The TSB released its investigation report into the April 29, 2016, fishing boat accident that claimed the life of Jeffery, an owner of Five Star Shellfish.
That day, Jeffery was performing spring maintenance on the company’s oyster-growing cages about one nautical mile east of Milligan’s Wharf, when the boom from a crane and its attached rigging fell and struck him on the head.
A deckhand on board the barge with him was uninjured.
An office worker at Five Star Shellfish, said the company owners, who are brothers of Troy Jeffery, did not wish to comment on the Transportation Safety Board’s report.
“At this point, they’re just trying to move forward, and bringing it up is very difficult. They are just not able to discuss it,” she advised.
In its report, released Wednesday, the TSB found the design of the onboard crane was flawed.
Laboratory examination of the crane assembly determined that the piston rod could not extend fully when the crane boom was fully raised. The rod was, therefore, making contact with the hose guards, subjecting it to side loading and forcing it to bend.
Terry Hiltz, senior investigator of the engineering department of the Transportation Safety Board’s regional office in Dartmouth, N.S., said the investigation was able to determine there had been bending of the rod on previous occasions in the approximately two weeks the crane was in service.
On April 29, 2016, the rod suddenly fractured, causing the boom to fall, striking the operator, he said. The investigation determined that Jeffery was directly beneath the boom, reaching over the side of the barge, attempting to untangle cages from the main line when the rod fractured.
“The minute you put (the boom) down, the little bend that was in the (piston rod) got hidden within the body,” Hiltz acknowledged, but he suggested a thorough inspection would have revealed the flaw.

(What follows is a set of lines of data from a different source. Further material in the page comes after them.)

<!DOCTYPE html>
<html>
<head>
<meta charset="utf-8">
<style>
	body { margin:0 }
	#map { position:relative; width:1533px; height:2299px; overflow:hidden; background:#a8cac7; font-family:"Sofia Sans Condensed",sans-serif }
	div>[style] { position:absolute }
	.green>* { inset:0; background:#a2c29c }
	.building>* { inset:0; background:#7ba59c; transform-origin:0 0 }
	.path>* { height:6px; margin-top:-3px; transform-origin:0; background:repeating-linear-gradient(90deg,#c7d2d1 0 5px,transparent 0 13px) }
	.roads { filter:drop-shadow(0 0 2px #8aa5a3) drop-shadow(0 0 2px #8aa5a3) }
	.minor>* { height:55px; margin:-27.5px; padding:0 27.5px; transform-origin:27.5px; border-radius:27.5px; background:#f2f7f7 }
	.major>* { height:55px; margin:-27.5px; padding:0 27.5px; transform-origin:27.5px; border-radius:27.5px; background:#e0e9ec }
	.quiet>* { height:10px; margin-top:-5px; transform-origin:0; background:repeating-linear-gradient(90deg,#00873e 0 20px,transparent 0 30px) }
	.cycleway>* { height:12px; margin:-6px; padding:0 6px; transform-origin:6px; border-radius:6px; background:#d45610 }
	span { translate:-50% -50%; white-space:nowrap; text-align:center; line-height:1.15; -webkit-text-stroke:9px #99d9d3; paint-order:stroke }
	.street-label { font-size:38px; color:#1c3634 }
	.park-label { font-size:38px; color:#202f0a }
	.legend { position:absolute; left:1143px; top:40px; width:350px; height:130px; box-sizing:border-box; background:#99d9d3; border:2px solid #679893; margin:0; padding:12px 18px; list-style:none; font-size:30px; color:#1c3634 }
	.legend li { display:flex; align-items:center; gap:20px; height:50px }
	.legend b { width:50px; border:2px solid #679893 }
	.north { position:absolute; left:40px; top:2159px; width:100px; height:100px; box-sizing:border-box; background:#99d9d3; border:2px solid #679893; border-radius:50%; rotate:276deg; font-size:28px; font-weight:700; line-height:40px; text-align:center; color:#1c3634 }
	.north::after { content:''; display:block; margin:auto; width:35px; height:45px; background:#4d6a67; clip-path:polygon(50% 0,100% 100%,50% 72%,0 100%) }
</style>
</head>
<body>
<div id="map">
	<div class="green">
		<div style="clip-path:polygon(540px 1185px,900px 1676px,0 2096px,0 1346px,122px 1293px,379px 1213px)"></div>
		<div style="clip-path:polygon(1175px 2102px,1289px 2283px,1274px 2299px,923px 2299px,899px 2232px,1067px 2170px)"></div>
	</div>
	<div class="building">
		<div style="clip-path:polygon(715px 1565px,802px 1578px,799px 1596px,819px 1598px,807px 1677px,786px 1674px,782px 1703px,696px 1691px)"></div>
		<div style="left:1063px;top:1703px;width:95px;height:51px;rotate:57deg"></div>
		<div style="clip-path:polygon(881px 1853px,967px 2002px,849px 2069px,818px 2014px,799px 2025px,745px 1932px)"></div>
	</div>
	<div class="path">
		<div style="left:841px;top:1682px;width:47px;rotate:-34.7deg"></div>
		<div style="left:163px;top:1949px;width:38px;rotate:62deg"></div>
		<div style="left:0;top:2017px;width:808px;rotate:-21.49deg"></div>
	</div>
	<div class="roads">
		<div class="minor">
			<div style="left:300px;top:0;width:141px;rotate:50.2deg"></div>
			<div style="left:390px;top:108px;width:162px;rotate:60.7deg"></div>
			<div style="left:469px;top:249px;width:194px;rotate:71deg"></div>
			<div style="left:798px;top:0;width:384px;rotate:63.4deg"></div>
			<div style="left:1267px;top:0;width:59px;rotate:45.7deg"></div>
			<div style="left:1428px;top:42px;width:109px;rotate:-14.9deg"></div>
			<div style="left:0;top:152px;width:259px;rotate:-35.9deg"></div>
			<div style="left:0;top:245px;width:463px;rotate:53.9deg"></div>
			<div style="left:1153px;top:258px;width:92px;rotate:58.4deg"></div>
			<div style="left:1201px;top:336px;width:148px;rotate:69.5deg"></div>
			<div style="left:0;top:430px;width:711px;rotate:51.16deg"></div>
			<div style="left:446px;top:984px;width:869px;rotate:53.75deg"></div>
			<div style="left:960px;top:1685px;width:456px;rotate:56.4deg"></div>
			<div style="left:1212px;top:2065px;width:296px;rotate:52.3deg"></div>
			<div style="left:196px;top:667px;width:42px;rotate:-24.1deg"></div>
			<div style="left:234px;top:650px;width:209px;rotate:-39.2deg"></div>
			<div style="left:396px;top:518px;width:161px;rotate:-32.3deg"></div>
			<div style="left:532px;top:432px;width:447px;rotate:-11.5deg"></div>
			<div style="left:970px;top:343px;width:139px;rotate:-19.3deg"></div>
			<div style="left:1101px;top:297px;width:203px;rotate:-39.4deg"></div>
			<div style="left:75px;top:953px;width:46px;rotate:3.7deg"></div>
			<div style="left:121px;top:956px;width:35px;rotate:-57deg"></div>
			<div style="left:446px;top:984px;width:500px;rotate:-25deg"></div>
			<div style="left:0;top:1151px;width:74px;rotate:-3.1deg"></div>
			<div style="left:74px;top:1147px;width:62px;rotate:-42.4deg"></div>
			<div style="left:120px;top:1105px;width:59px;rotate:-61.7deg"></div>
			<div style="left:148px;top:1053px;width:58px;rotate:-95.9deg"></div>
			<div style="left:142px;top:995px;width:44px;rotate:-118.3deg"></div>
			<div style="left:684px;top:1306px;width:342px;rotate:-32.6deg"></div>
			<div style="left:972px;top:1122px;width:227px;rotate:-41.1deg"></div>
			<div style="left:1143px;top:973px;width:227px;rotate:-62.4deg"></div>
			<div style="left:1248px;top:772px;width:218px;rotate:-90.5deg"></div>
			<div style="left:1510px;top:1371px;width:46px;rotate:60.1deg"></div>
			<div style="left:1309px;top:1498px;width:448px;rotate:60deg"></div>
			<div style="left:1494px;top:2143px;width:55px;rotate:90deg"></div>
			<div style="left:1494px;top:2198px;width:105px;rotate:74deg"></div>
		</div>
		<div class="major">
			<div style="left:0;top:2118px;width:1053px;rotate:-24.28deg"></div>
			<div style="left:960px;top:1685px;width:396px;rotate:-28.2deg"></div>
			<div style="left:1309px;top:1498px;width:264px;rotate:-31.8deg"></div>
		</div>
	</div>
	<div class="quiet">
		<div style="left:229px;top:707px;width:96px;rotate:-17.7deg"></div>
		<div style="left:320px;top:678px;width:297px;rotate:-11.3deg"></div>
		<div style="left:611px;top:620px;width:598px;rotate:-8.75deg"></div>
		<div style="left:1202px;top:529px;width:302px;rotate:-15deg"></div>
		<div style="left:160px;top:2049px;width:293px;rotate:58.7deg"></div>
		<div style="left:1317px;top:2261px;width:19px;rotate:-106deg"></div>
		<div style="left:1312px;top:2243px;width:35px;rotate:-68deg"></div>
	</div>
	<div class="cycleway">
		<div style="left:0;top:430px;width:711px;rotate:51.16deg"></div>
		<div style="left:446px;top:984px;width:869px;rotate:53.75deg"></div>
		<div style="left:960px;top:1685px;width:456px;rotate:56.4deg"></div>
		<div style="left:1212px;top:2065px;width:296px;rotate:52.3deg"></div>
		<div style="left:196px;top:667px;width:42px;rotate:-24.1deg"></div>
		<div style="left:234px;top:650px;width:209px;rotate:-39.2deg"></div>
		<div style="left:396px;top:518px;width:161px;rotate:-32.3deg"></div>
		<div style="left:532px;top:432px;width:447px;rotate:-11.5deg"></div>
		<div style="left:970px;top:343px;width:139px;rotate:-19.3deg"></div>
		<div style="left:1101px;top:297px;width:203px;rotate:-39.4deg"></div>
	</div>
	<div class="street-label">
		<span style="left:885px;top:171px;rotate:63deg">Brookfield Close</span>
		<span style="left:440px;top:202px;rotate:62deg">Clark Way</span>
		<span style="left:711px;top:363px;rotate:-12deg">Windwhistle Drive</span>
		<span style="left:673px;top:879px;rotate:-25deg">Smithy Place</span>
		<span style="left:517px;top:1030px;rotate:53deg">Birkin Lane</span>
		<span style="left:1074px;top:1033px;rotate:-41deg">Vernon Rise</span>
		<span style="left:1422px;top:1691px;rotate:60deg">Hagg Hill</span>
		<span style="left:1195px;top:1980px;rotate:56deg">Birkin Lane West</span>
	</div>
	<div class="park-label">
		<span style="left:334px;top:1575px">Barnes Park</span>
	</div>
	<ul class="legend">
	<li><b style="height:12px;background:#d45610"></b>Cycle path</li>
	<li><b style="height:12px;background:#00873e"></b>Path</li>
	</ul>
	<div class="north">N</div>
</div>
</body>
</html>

He said P.E.I.’s Occupational Health and Safety Act requires that such devices be inspected before each use.
Hiltz said the Canadian Standards Association has a standard for the design of articulating boom cranes, but he noted those standards are not currently applicable once they are installed on a boat.
He added that fishing boats are also exempt from Canadian Shipping Act tackle regulations with respect to boom cranes.
“It kind of fell through the cracks,” said Hiltz in addressing the exemptions.
He said the board is not making recommendations concerning its investigation.
“We’re just pointing out the facts in analyzing it that there is a problem with the defences in this case: there wasn’t a defence on the regulatory or standards associations that was in place for this particular device.”
He suggested it will be up to the organizations outlined in the report to make a decision with respect to such exemptions.
Hiltz said there is no evidence incidents like the one that occurred April 29, 2016, are systemic.
“This is the first time something like this has happened,” he said in referring to the TSB’s database.
A fishing boat accident on April 29, 2016, claimed the life of Troy Jeffery, an owner of Five Star Shellfish. The Transportation Safety Board of Canada released a report into his death on Wednesday.